[Exercise directions]
From the material below, list every line containing "Instruction".

[Excerpted data]
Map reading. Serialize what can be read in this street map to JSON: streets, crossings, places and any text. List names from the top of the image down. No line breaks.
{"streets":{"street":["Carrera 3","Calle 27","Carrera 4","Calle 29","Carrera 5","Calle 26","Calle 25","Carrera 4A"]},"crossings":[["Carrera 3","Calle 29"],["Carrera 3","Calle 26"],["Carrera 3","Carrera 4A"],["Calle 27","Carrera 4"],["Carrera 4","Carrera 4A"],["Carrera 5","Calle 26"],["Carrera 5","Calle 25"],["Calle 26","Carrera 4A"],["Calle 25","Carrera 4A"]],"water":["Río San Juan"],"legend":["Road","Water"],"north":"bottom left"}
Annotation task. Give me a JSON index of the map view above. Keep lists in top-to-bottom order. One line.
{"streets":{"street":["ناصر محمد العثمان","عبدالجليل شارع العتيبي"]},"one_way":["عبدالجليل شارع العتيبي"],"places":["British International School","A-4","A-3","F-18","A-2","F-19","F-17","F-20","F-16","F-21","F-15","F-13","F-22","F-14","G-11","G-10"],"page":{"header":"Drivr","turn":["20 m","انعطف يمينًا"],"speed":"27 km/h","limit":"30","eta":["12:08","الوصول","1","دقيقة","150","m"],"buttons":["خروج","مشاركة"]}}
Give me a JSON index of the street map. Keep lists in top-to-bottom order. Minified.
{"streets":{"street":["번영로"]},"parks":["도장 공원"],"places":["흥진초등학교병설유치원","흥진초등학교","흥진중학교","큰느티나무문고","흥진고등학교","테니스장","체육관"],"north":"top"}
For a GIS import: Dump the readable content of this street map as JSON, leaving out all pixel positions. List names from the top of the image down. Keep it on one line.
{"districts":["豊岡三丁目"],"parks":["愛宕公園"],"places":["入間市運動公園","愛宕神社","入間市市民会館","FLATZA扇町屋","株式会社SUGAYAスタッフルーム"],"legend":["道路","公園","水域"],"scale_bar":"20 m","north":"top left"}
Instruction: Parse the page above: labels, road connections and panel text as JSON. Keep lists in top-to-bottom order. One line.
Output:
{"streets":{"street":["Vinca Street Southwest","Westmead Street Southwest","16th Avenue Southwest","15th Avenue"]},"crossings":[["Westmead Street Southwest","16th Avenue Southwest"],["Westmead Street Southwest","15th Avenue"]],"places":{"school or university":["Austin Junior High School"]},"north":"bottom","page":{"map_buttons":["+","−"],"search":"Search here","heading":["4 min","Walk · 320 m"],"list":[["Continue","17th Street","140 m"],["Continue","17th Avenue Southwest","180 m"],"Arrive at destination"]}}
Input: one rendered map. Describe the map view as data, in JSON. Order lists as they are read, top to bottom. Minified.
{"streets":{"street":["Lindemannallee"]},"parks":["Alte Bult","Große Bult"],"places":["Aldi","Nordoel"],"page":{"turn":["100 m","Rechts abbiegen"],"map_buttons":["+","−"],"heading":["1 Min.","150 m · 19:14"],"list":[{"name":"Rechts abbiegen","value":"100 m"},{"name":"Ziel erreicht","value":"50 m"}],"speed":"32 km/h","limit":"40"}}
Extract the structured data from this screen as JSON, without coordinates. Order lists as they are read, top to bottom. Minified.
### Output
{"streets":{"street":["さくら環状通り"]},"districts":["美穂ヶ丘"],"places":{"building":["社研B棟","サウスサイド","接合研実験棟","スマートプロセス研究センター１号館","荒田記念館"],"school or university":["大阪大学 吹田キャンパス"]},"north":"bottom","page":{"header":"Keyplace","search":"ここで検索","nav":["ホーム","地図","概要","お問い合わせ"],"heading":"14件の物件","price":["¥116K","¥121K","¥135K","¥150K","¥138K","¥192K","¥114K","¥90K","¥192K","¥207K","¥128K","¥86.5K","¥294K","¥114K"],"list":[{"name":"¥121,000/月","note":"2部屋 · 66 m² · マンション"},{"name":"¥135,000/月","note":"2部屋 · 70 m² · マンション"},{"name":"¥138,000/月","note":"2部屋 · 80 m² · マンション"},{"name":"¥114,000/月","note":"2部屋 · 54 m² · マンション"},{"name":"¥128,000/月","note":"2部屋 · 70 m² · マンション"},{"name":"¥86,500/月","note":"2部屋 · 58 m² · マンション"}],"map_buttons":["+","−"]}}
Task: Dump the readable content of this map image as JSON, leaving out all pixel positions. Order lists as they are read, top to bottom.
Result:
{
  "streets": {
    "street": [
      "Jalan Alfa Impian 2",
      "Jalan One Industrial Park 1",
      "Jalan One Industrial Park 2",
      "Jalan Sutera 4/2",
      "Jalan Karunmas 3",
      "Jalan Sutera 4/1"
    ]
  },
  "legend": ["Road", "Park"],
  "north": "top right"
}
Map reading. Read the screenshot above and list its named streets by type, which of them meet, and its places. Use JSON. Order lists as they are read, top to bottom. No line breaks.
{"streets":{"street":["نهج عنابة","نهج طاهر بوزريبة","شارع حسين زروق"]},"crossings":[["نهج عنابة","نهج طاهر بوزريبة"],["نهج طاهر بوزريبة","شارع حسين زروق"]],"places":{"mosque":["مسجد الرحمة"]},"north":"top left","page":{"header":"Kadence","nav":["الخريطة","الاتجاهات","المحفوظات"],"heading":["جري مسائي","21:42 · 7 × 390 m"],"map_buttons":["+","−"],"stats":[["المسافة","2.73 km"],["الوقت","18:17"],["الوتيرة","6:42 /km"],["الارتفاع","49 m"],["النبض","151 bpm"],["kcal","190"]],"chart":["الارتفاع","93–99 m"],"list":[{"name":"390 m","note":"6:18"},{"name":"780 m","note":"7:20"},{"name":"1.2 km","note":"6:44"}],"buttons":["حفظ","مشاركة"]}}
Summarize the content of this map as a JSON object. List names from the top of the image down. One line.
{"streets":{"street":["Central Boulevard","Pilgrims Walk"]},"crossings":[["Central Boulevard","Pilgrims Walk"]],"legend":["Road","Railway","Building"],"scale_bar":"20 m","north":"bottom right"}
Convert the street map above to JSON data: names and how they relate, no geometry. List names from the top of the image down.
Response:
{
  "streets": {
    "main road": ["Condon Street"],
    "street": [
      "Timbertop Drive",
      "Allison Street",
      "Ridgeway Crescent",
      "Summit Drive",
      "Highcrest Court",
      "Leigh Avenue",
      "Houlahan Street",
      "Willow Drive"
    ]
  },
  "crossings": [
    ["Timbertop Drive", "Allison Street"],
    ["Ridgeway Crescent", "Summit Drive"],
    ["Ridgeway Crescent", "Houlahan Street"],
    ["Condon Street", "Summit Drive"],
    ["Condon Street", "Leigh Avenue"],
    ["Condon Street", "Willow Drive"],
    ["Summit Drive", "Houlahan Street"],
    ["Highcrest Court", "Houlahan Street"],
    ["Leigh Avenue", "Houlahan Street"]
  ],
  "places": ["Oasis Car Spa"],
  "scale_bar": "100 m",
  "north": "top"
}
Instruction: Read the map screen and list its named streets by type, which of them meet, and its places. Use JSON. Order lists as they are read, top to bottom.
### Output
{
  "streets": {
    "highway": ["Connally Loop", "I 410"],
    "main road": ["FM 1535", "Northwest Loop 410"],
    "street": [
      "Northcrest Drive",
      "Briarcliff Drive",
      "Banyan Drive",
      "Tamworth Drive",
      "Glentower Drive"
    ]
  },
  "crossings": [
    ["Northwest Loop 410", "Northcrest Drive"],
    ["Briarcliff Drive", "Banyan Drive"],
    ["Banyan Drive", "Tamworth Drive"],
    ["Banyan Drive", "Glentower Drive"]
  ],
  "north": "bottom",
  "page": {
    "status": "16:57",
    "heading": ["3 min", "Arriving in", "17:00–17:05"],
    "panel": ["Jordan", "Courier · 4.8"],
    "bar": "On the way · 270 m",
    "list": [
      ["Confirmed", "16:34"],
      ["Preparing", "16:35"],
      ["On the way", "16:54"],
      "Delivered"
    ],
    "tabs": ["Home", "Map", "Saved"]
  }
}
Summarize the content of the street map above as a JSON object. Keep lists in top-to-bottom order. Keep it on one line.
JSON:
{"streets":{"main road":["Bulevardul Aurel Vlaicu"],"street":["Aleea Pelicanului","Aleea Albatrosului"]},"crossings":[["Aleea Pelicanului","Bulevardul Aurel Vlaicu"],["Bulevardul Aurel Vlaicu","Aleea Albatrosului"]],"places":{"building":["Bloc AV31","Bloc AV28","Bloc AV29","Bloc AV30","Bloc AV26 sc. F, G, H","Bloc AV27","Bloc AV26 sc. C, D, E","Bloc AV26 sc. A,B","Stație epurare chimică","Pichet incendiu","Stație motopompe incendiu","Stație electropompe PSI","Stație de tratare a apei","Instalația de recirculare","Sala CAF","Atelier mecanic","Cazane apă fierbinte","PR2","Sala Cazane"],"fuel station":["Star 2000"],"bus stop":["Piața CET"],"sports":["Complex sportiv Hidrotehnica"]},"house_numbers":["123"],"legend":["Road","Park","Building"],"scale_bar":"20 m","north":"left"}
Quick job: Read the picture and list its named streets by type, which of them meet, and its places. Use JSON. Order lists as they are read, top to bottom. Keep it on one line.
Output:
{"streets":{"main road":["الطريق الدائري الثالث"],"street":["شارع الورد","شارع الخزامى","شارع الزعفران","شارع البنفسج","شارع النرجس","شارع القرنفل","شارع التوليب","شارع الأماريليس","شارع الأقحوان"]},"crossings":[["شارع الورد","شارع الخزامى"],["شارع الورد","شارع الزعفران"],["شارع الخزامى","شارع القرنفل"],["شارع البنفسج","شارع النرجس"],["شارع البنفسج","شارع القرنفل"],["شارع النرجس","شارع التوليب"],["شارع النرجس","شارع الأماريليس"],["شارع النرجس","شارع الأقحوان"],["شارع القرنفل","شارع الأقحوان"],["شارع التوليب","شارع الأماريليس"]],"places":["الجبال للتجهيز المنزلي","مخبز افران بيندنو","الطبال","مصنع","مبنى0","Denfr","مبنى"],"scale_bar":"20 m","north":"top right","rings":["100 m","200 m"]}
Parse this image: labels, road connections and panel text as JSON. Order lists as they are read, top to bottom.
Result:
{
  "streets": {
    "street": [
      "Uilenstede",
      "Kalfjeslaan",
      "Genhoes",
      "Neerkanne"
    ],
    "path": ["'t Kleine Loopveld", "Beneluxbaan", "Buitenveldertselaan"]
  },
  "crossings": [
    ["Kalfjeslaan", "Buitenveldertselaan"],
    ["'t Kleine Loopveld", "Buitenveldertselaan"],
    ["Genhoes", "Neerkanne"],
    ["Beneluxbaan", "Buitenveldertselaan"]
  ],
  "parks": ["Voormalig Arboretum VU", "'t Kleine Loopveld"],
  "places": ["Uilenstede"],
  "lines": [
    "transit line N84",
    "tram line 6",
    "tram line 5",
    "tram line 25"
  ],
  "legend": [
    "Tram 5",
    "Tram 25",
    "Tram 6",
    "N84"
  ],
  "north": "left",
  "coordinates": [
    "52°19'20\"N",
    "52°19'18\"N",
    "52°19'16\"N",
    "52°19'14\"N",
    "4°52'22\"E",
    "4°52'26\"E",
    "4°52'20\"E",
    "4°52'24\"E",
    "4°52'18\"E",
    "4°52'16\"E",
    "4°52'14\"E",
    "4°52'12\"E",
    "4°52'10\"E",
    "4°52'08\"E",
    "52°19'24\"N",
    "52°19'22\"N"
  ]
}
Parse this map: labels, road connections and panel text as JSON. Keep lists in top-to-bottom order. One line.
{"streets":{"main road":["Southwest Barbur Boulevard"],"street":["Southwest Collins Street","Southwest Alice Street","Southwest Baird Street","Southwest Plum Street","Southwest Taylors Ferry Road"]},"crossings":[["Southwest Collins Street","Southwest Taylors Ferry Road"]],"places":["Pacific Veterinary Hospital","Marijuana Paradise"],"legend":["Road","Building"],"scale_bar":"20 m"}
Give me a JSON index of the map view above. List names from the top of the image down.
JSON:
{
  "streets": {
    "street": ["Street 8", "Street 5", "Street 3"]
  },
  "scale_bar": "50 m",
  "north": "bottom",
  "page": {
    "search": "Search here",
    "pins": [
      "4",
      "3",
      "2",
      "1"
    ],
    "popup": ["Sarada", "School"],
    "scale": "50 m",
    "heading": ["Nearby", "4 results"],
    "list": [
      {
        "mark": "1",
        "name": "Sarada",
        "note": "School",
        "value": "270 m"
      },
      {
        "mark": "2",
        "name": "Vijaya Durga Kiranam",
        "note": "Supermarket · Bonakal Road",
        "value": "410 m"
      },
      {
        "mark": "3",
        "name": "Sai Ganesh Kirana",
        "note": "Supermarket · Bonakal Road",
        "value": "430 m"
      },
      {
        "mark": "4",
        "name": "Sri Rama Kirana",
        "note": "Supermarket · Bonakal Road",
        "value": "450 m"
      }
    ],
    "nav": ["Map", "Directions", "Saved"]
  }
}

[Answer to this task]
Instruction: Parse the page above: labels, road connections and panel text as JSON. Keep lists in top-to-bottom order. One line.
Instruction: Read the map screen and list its named streets by type, which of them meet, and its places. Use JSON. Order lists as they are read, top to bottom.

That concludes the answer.